[Action item]: Search the entries below. Return every line that has "strokeText" in it.
>>>
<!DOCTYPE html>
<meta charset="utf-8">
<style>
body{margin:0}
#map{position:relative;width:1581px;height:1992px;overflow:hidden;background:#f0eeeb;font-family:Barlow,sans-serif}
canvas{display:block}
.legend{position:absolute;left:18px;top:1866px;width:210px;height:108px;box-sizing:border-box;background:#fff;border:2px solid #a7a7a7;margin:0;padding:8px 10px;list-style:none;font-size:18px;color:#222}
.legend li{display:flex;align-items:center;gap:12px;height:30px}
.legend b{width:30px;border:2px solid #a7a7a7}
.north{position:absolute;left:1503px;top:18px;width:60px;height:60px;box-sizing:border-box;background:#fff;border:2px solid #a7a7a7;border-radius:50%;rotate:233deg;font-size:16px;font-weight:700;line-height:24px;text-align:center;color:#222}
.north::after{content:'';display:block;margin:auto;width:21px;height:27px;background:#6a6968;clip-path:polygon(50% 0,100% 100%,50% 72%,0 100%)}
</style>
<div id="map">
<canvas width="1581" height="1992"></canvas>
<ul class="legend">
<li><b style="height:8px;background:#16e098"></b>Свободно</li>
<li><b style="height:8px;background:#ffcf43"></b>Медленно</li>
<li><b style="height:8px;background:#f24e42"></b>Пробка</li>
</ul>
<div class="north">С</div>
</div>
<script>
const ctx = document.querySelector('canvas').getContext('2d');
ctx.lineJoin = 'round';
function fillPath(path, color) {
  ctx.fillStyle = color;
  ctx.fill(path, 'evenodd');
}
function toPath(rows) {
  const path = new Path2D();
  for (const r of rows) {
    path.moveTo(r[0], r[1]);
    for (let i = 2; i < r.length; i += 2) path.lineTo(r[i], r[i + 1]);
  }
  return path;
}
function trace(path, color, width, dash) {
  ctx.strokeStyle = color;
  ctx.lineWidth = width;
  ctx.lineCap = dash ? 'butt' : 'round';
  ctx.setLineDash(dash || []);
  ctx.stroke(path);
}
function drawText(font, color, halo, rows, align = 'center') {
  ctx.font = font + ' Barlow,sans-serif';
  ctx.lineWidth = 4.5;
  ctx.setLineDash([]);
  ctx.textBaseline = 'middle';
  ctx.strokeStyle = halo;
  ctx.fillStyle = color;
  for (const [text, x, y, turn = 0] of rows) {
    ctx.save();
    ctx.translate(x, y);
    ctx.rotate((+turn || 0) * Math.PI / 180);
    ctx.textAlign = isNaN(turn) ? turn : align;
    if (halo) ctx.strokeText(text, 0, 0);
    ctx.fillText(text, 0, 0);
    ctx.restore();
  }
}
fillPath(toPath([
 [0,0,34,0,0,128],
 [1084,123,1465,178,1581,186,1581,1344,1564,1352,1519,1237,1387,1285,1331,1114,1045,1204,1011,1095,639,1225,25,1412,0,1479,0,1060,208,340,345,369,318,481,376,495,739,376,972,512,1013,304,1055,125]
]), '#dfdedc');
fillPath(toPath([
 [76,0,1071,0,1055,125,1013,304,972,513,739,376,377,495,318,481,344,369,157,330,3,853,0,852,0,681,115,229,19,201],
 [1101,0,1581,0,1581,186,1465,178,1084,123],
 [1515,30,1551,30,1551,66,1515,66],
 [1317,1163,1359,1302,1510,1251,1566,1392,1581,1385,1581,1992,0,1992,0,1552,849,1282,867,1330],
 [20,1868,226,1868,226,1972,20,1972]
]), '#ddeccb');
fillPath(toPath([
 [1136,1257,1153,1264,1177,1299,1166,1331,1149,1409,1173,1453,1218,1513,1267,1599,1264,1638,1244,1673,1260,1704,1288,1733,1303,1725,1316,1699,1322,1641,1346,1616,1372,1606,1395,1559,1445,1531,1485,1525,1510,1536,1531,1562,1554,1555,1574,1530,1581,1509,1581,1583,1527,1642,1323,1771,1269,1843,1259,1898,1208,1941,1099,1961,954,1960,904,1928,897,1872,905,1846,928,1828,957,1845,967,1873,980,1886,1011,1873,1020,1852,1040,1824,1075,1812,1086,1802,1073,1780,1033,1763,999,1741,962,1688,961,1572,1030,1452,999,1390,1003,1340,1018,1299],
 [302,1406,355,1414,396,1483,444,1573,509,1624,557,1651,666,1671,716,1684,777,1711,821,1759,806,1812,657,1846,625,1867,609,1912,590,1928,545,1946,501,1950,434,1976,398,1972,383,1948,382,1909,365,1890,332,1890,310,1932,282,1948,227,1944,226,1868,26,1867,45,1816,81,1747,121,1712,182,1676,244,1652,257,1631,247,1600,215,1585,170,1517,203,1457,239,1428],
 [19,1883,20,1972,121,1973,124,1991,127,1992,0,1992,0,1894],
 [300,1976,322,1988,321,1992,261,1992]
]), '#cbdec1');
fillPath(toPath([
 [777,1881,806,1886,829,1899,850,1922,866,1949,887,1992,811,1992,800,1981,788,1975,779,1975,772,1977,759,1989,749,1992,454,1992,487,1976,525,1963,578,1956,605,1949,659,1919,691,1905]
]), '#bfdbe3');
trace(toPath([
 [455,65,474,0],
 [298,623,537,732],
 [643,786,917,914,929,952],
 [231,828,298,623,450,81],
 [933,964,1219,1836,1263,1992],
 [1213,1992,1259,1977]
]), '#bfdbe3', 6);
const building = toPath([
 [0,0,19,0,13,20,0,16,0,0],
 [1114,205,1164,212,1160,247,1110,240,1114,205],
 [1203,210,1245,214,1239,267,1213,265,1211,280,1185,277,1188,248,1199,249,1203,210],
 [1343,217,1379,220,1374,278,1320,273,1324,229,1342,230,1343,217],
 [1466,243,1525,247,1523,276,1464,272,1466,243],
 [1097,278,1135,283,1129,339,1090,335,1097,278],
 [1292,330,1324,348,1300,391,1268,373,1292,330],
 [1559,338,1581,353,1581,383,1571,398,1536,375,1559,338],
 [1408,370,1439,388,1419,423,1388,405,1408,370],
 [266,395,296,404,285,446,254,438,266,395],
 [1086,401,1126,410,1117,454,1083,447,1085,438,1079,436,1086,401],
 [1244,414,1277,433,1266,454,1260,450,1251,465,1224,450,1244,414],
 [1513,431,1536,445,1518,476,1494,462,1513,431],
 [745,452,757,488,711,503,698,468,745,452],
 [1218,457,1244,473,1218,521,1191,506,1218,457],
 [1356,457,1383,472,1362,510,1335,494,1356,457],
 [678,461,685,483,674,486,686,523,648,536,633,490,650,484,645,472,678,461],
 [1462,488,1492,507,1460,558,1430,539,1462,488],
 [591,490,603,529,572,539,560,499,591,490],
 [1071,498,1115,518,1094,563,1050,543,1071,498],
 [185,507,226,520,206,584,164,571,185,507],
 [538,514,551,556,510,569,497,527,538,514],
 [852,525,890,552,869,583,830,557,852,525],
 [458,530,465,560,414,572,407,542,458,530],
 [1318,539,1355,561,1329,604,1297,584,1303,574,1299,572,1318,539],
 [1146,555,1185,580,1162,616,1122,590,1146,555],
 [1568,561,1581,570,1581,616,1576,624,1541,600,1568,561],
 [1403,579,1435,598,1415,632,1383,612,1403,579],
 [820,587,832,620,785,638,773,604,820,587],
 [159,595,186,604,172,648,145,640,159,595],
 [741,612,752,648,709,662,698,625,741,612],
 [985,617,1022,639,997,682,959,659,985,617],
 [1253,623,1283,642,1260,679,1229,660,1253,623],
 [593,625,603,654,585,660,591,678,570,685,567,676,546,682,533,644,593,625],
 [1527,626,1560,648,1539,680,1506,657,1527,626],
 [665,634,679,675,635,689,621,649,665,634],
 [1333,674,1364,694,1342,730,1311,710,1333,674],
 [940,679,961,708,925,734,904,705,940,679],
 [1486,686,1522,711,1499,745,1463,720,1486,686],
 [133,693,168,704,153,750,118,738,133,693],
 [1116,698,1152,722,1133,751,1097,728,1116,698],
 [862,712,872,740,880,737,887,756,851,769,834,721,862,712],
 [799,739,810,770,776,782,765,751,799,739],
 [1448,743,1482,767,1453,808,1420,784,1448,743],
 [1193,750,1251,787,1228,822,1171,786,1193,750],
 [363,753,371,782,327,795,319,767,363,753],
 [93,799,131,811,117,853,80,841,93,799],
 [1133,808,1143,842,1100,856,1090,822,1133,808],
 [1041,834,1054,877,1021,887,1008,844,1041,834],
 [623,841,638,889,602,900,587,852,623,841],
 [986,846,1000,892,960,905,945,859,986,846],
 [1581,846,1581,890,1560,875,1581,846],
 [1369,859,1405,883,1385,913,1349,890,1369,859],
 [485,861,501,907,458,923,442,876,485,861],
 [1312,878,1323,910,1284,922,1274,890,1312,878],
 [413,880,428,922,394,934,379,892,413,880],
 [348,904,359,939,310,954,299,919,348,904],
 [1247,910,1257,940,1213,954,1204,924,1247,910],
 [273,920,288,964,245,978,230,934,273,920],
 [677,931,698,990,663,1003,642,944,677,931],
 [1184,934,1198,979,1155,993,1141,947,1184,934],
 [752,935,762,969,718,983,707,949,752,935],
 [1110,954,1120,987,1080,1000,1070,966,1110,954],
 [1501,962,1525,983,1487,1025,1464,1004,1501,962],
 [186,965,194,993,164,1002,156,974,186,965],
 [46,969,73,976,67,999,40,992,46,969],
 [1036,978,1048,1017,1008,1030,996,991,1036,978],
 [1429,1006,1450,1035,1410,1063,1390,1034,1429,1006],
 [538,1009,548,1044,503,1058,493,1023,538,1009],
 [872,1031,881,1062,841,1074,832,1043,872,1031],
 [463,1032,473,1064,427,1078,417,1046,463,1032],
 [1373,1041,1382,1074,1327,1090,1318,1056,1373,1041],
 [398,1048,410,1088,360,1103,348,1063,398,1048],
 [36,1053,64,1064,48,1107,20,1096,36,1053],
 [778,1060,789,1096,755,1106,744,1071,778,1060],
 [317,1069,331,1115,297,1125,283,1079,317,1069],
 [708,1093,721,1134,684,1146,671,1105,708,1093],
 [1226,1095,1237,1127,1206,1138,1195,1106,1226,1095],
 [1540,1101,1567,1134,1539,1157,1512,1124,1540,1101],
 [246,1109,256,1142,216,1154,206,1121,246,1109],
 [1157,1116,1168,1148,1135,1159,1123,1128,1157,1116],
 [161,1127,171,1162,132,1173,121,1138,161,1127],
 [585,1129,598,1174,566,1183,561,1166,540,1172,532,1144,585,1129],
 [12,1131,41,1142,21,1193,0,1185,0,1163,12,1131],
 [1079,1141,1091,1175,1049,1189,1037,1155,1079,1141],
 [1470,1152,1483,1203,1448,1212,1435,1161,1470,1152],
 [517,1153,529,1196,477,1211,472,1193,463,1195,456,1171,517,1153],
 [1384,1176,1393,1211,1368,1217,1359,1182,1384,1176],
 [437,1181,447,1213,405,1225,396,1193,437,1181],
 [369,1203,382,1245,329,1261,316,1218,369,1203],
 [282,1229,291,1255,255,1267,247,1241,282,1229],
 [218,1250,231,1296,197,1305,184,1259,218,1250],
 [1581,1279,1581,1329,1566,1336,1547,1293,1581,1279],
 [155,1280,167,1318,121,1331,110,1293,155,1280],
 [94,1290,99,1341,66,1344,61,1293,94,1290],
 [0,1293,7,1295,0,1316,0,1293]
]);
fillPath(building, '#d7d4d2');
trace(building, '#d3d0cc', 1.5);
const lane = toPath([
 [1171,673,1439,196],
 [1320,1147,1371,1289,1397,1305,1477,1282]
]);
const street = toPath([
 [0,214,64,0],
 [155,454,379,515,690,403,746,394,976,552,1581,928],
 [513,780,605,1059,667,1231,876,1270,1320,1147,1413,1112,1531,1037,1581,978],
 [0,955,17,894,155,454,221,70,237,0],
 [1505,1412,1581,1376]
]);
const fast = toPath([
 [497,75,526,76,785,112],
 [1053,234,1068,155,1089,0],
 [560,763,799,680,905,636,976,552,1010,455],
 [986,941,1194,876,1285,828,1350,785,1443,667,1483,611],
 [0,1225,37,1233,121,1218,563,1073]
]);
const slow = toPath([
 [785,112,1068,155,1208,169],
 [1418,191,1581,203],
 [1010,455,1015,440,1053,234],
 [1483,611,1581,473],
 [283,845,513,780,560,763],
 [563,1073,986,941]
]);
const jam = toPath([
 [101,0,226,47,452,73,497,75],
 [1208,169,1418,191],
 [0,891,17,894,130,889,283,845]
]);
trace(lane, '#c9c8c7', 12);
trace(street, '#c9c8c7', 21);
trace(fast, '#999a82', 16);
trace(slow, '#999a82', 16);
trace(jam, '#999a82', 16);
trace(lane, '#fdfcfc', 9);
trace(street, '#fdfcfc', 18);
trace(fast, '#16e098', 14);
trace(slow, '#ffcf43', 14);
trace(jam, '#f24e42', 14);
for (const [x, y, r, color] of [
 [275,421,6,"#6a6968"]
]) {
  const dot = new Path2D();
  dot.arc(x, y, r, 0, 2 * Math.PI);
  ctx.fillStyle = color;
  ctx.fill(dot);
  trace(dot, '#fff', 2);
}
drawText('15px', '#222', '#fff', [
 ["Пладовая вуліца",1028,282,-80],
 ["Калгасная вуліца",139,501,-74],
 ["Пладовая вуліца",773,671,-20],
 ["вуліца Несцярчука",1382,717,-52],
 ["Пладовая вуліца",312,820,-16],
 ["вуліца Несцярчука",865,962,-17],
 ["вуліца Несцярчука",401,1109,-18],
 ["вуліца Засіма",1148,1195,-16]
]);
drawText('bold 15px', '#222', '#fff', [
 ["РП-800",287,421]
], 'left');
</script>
<<<
>>>
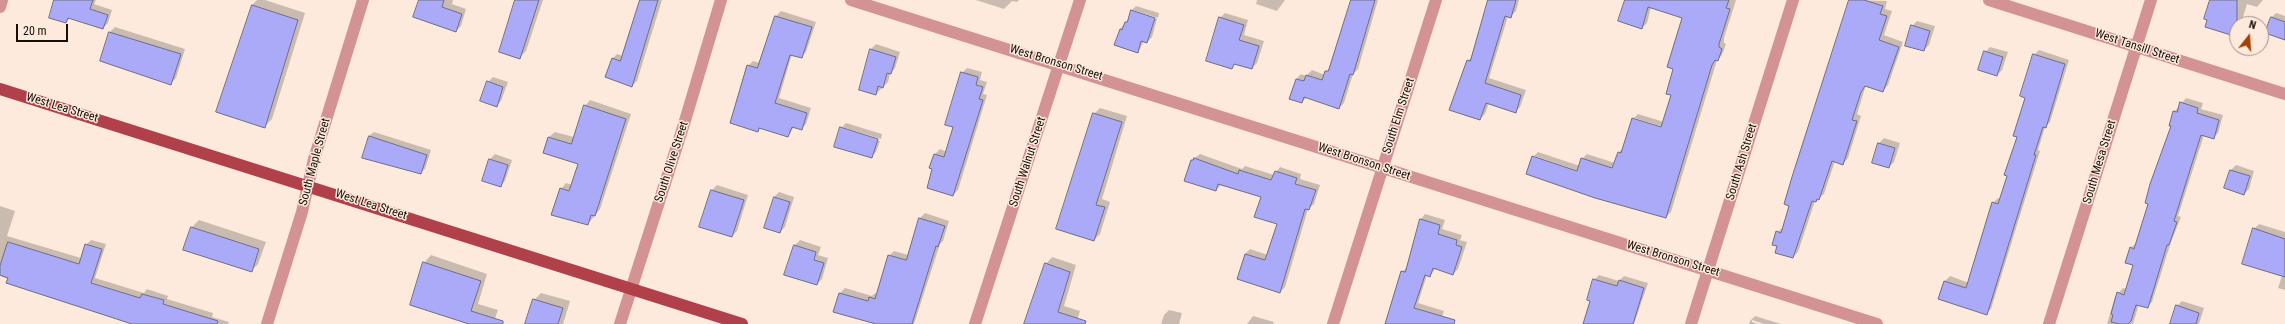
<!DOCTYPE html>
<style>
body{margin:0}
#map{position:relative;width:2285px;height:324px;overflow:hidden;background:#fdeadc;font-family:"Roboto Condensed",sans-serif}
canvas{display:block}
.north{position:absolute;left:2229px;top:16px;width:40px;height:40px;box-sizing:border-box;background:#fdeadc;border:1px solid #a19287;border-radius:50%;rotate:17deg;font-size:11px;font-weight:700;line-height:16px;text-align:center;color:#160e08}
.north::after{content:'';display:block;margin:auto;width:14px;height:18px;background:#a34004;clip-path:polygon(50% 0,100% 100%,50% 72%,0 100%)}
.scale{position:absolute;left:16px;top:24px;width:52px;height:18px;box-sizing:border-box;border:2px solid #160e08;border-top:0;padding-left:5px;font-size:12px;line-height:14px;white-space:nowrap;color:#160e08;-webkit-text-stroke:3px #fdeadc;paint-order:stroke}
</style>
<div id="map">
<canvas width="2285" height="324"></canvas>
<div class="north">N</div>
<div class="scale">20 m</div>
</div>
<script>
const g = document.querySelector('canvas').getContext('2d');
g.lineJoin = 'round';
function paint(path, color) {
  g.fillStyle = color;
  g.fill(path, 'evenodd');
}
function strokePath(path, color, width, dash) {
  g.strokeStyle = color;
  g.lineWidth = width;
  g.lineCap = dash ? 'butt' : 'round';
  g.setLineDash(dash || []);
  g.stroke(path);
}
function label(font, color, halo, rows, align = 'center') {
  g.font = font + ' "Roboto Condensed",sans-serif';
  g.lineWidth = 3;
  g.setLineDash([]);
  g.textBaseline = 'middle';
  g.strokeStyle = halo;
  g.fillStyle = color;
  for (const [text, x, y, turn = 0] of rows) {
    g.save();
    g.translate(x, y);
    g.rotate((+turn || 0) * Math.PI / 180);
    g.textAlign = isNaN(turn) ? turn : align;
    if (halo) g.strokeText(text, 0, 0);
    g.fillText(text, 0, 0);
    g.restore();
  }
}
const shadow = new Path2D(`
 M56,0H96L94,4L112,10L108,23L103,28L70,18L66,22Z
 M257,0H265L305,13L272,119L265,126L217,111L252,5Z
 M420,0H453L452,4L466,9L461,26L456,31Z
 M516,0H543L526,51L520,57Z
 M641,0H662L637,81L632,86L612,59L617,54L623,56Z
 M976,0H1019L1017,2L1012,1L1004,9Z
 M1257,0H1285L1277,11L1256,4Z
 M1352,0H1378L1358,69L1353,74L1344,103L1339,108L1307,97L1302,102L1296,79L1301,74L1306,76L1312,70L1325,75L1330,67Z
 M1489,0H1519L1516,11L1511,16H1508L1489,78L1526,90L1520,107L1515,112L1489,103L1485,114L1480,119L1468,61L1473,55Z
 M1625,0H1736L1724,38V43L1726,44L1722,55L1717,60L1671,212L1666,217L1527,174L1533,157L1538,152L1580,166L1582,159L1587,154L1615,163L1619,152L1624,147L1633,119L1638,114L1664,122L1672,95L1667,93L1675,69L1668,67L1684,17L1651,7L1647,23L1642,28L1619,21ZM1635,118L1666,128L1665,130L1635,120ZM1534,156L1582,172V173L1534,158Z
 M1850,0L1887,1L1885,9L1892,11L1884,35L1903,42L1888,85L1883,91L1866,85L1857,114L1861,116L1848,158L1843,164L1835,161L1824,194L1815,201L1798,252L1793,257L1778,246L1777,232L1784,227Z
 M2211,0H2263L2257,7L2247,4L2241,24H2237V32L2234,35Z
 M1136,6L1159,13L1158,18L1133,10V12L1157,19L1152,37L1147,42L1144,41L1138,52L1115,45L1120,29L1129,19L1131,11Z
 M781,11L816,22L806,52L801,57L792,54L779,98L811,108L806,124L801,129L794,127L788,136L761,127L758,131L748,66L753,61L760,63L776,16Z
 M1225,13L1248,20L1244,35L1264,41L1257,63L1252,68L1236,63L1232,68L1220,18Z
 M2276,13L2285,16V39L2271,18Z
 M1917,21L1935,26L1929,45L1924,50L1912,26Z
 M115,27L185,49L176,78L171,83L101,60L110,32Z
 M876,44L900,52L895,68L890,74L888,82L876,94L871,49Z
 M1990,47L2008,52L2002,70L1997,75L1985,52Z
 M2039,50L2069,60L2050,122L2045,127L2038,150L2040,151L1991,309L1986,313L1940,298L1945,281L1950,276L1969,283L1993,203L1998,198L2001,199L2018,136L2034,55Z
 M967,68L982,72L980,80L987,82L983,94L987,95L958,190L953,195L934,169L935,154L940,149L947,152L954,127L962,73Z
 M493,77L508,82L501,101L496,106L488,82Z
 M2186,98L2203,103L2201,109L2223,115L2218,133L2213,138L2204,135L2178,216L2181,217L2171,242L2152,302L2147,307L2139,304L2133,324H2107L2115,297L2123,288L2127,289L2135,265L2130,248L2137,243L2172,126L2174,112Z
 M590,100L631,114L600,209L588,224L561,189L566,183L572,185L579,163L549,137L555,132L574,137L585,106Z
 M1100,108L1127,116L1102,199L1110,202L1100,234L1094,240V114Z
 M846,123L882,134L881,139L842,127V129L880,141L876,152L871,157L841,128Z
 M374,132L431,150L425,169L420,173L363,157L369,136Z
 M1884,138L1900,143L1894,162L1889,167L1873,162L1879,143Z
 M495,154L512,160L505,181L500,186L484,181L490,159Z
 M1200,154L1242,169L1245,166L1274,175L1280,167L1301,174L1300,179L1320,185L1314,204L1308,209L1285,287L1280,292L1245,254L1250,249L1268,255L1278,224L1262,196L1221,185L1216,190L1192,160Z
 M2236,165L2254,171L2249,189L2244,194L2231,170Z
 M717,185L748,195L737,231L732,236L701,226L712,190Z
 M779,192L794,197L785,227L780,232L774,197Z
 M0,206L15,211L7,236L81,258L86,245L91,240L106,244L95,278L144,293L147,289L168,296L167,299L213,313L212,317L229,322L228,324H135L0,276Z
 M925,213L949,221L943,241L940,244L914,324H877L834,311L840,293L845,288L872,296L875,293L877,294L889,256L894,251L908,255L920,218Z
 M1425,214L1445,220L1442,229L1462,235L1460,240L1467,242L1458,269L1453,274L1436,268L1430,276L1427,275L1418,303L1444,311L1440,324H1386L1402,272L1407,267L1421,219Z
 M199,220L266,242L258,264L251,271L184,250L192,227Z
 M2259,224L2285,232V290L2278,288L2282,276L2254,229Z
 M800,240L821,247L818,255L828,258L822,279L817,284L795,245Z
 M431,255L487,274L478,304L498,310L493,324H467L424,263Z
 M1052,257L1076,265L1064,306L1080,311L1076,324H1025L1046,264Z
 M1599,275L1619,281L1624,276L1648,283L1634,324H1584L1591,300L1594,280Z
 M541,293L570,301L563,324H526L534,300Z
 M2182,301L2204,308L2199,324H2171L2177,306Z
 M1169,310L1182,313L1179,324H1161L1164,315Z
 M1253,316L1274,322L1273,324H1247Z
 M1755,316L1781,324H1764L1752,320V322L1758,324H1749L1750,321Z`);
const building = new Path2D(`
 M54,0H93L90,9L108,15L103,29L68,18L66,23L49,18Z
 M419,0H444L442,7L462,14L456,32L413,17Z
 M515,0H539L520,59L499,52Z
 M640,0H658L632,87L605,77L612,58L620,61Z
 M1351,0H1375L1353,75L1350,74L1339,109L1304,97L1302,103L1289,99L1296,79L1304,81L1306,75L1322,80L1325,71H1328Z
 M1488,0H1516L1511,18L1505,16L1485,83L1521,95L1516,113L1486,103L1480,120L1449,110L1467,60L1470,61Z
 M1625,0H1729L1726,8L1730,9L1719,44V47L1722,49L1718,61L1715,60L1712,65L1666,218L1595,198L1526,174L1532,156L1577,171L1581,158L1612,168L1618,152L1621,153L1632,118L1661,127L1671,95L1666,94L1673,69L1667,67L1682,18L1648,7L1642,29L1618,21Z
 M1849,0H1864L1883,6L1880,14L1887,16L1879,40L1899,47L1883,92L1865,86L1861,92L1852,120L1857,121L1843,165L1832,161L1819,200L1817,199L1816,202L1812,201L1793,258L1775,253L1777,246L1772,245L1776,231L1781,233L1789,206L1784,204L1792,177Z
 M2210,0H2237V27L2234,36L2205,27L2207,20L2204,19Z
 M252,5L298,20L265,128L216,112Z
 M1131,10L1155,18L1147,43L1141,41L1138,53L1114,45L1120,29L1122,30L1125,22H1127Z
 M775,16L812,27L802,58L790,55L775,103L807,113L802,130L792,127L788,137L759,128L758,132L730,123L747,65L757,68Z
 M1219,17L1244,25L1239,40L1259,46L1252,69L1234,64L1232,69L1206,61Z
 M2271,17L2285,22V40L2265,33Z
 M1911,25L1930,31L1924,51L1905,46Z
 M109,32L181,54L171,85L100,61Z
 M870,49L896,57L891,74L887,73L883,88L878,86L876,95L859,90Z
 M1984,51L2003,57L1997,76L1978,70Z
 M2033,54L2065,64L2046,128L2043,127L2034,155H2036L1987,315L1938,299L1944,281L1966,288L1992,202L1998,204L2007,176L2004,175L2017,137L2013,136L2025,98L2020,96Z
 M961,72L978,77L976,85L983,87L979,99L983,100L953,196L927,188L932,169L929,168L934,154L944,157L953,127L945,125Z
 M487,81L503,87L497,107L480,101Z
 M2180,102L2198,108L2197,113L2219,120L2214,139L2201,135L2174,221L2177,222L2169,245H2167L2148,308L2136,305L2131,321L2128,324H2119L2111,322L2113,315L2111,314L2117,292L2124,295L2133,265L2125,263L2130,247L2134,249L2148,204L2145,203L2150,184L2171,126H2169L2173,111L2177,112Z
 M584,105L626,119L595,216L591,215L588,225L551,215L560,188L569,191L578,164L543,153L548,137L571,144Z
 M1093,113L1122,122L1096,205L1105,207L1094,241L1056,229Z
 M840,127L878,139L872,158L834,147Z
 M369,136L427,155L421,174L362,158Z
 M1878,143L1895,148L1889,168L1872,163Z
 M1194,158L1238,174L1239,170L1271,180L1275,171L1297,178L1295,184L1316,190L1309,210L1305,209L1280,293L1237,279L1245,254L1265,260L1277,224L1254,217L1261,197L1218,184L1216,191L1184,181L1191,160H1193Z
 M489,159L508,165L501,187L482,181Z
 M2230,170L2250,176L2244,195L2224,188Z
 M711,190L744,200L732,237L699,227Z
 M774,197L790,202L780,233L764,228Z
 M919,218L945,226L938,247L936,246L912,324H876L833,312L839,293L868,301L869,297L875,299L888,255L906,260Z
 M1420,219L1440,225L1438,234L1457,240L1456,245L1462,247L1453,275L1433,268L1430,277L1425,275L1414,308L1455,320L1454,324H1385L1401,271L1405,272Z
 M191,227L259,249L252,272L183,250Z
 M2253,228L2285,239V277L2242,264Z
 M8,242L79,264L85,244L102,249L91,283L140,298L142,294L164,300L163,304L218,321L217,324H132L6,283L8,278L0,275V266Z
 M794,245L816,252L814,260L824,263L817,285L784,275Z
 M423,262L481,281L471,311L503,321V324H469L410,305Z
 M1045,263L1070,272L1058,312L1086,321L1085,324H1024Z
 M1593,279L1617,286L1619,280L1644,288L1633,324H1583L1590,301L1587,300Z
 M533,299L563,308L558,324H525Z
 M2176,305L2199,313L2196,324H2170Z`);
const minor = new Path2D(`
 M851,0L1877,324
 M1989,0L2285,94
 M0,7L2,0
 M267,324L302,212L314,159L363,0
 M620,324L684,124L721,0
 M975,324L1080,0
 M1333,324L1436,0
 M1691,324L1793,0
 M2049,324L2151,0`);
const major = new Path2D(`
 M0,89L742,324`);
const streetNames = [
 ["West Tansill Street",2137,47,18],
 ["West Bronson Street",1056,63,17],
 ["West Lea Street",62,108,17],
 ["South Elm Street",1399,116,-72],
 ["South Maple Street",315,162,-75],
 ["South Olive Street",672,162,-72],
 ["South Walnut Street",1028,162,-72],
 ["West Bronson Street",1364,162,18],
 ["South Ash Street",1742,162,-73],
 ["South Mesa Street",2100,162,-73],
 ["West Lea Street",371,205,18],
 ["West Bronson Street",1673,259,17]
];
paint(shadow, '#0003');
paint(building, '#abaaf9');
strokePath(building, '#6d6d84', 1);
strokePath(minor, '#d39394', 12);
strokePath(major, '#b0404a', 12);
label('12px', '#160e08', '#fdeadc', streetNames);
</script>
<<<
[Answer section]:
    if (halo) ctx.strokeText(text, 0, 0);
    if (halo) g.strokeText(text, 0, 0);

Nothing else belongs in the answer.